Expected behavior I am expecting that even with a limit only X amount to be called at a time. I am calling roughly 1.6% of the records from this DB at a time and not storing them in any static list. I would expect ram usage to stay low, but its getting up to 1.5gb with the above queries. If I try a Find or anything else it can grow to 6gb of ram usage, so something seems to be off.

Screenshots/Stacktrace image image

Additional context I am not sure if there is a cache being stored in ram, if so it would be nice to have ability to clear it, and more so it would be better if the queries did not pull the full size of the DB into memory.

Thank you.

mathis1337 commented 1 year ago

So going to update this. After switching to .ToEnumerable the memory leak went away. Not sure why .ToList and .ToArray are treating the non static var as if it were static. Any clarification would be apprecaited if this is by design.

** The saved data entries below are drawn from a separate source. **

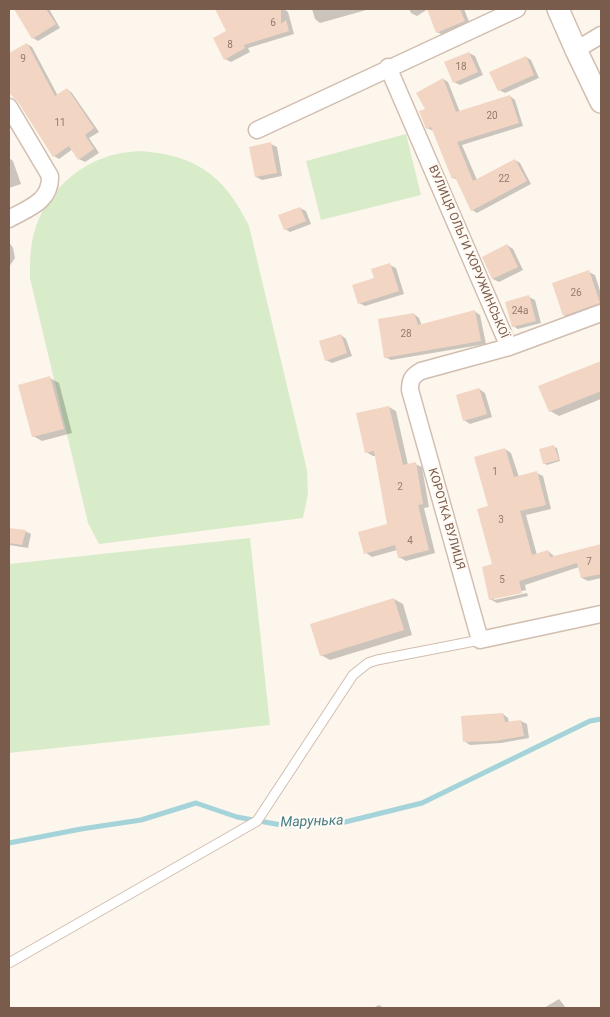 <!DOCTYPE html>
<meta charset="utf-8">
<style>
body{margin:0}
#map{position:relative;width:610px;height:1017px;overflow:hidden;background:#fdf6ec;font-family:Roboto,sans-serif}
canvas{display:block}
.frame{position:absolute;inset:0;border:10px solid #7a5c4d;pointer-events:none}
</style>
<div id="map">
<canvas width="610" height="1017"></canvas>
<div class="frame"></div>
</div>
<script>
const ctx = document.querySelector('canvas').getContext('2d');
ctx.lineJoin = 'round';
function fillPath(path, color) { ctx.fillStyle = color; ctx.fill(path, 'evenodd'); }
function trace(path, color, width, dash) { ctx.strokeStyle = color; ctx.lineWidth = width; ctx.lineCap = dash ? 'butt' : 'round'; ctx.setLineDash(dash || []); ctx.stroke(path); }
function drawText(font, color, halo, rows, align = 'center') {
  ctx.font = font + ' Roboto,sans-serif'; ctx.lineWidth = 4.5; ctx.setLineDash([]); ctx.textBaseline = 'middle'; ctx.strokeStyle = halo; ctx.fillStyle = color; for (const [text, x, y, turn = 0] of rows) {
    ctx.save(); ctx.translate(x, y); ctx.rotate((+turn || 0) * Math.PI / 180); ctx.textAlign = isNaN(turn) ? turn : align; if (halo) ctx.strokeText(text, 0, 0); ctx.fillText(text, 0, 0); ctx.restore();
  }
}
const green = new Path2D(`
 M 406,134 L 421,195 L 321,220 L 306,161 Z
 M 140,151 C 196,155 224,175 249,226 L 307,470 L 308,494 L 303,518 L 99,544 L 88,523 L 30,278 C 30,263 30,248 34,233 C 44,195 78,162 117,154 C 124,152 132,152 140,151 Z
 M 250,538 L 270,725 L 9,753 L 9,564 Z`);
const shadow = new Path2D(`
 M 15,9 L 49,9 L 60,28 L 38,41 L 33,38 Z
 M 216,9 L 284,9 L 288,12 L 294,34 L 248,48 L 250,52 L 231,62 L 225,59 L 227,32 Z
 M 312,9 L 370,9 L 320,23 L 315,19 Z
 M 409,9 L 464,9 L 470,24 L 443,35 L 437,32 L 428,9 L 417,16 L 411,13 Z
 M 27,44 L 32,47 L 58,96 L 67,89 L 72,93 L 99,132 L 89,138 L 99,153 L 85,162 L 79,159 L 73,149 L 59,159 L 54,156 L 19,101 L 13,97 L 9,89 L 9,55 Z
 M 469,53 L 475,56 L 483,75 L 460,85 L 454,82 Z
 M 526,57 L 531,60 L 539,78 L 505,93 L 499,90 Z
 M 443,79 L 448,82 L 460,112 L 510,96 L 515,100 L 523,126 L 462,145 L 477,180 L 515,160 L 520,163 L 531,184 L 477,213 L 472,210 L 458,180 L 453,178 L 433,131 L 427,128 L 426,110 Z
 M 271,144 L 277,147 L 282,176 L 262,180 L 256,177 Z
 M 9,158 L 13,161 L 21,184 L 9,188 Z
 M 300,208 L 306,211 L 311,224 L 290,232 L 285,229 Z
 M 9,242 L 13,248 L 15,258 L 9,267 Z
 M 507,245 L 513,249 L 523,270 L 499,282 L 493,279 L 483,258 Z
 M 390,265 L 396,268 L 404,294 L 365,306 L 359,303 L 376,279 Z
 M 589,272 L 595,275 L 601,294 L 601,308 L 569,318 L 564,315 Z
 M 529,297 L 535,300 L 541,323 L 518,329 L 513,326 Z
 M 474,311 L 480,315 L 486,344 L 391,360 L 385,357 L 414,314 L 419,318 L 422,326 Z
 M 341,335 L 346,339 L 352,356 L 332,363 L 326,360 Z
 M 601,362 L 601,399 L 559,416 L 550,411 L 540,386 Z
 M 50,378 L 59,383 L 72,433 L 42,441 L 33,436 Z
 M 479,389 L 485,393 L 492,417 L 470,424 L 464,420 Z
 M 389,407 L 396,411 L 408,465 L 415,464 L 422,467 L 429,507 L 424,508 L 435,553 L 406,561 L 399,557 L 397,550 L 372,557 L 366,553 L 388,525 L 376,456 L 373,456 L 366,452 Z
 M 554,447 L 557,448 L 560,461 L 547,465 L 544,463 Z
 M 505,449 L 511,453 L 519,477 L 537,473 L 543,476 L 551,509 L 526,515 L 537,555 L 548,551 L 555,557 L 601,545 L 601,578 L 588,581 L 582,578 L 579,567 L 525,585 L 526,590 L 494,598 L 494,600 L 527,593 L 528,596 L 497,603 L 490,599 L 494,565 L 490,507 Z
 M 9,529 L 25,531 L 31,534 L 28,548 L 9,545 Z
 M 394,599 L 403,604 L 412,635 L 330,660 L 321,655 Z
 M 503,714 L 508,718 L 509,723 L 521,721 L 527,724 L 529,738 L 501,743 L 470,745 L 464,741 Z
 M 559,999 L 566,1008 L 544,1008 Z
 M 379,1005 L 384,1008 L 373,1008 Z`);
const stream = new Path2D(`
 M 9,843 L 81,829 L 141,820 L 196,803 L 237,817 L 287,826 L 341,823 L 422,803 L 590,721 L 601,719`);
const building = new Path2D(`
 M 14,9 L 46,9 L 56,24 L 32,39 Z
 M 215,9 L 281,9 L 281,24 L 286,20 L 289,31 L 244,45 L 245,48 L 224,60 L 213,38 L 226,31 Z
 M 427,9 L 460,9 L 465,21 L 436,33 Z
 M 27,43 L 55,96 L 67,88 L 94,128 L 85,135 L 94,149 L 78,160 L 69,146 L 53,157 L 18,102 L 9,93 L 9,53 Z
 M 469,52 L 478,72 L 453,83 L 444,62 Z
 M 526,56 L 534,75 L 498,91 L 489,72 Z
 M 443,78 L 456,112 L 510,95 L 519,123 L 457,142 L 473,181 L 515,159 L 527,181 L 471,211 L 455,177 L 452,179 L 431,127 L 426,129 L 419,111 L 425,109 L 416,93 Z
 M 271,142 L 277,173 L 255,177 L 249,147 Z
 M 300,207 L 306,221 L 284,230 L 278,215 Z
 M 507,244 L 518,267 L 492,279 L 482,257 Z
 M 390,263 L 399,291 L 358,304 L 352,285 L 374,278 L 371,269 Z
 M 589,270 L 600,303 L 563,316 L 552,283 Z
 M 529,295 L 536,321 L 512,327 L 505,302 Z
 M 475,310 L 481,341 L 384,358 L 378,319 L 414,313 L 418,325 Z
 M 341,334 L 347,353 L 325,361 L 319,341 Z
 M 601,361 L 601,391 L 549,412 L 538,386 Z
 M 50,376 L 64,429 L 32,437 L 18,385 Z
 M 479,388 L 487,414 L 463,421 L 456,395 Z
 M 389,406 L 403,465 L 416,462 L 423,504 L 418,505 L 429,550 L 398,558 L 395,545 L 364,554 L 358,532 L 387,524 L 374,451 L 365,453 L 356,413 Z
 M 554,445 L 559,460 L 543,464 L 539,449 Z
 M 505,448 L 514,477 L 537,471 L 546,505 L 520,511 L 532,555 L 548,550 L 550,557 L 601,544 L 601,574 L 581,578 L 577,563 L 519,581 L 522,593 L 489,600 L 482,567 L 492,564 L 477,509 L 488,506 L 474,457 Z
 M 9,528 L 26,530 L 22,545 L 9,543 Z
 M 394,598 L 404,630 L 320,656 L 310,624 Z
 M 503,713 L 505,722 L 521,720 L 524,736 L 495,741 L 463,742 L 461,716 Z`);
const service = new Path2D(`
 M 9,963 L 257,821 L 353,675 L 368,663 L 377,660 L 480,640`);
const minor = new Path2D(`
 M 576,50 L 601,35
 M 388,67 L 509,347 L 601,313
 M 9,107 L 50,176 C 51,202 28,208 9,219
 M 257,130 L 517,9
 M 509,347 L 421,371 C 412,376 410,380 410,390 L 480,640 L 601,614`);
const tertiary = new Path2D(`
 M 558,9 L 576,50 L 601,102`);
const numberNames = [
 ["6",273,23],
 ["8",230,45],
 ["9",23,59],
 ["18",461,67],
 ["20",492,116],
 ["11",60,123],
 ["22",504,179],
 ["26",576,293],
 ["24а",520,311],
 ["28",406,334],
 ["1",495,472],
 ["2",400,487],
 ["3",501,520],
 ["4",410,541],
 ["7",589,562],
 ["5",502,580]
];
const streetNames = [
 ["ВУЛИЦЯ ОЛЬГИ ХОРУЖИНСЬКОЇ",468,252,67],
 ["КОРОТКА ВУЛИЦЯ",446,519,74]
];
const waterNames = [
 ["Марунька",312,822,-2]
];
fillPath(green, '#d8ecc9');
fillPath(shadow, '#0003');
trace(stream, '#a5d3da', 5);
fillPath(building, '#f3d5c3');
trace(service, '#d1beb0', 11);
trace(minor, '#d1beb0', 19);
trace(tertiary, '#d1beb0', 24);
trace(service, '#fff', 9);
trace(minor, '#fff', 16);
trace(tertiary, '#fff', 21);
drawText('10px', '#987a6a', null, numberNames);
drawText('12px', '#7a5c4d', '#fffaf3', streetNames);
drawText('italic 14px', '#437c86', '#fffaf3', waterNames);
</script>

If so for anyone else out there avoid using them if you are doing a long running query.

This is query that worked for me.

var blocks = blockChain.Query()
                                .Where(x => x.Height >= currenRunHeight && x.Height < heightSpan)
                                .Limit((int)heightSpan - (int)currenRunHeight)
                                .ToEnumerable()
mathis1337 commented 1 year ago

I have another thing to add also. If I use this query : var blocks = BlockchainData.GetBlocks().Query().Where(Query.Between("Height", currenRunHeight == 0 ? 0 : currenRunHeight+1, heightSpan)).ToList();

With normal foreach then each time I query the blocks variable will increase. However, if I do this:

blocks.Clear();
blocks = new List<Block>();

At the end of each loop cycle then memory will not grow. I am querying over millions of records, but only processing around 10k at a time.

At this point I am wondering does LiteDb do something with .ToList that normal C# does not? Or even bigger question is this a C# issue?

Goblinth commented 1 year ago

I have another thing to add also. If I use this query : var blocks = BlockchainData.GetBlocks().Query().Where(Query.Between("Height", currenRunHeight == 0 ? 0 : currenRunHeight+1, heightSpan)).ToList();

With normal foreach then each time I query the blocks variable will increase. However, if I do this:

blocks.Clear();
blocks = new List<Block>();

At the end of each loop cycle then memory will not grow. I am querying over millions of records, but only processing around 10k at a time.

At this point I am wondering does LiteDb do something with .ToList that normal C# does not? Or even bigger question is this a C# issue?

This is just how csharp works. ToList() creates a new list and assigns it to the 'blocks' variable. The previous list still exists in memory until it is eventually garbage-collected. The code you use manually removes each entry from the old list and then makes it so the old list is no longer being referenced. It is possible that LiteDB holds onto references too long somewhere internally though--preventing them from being freed (even with GC.Collect()).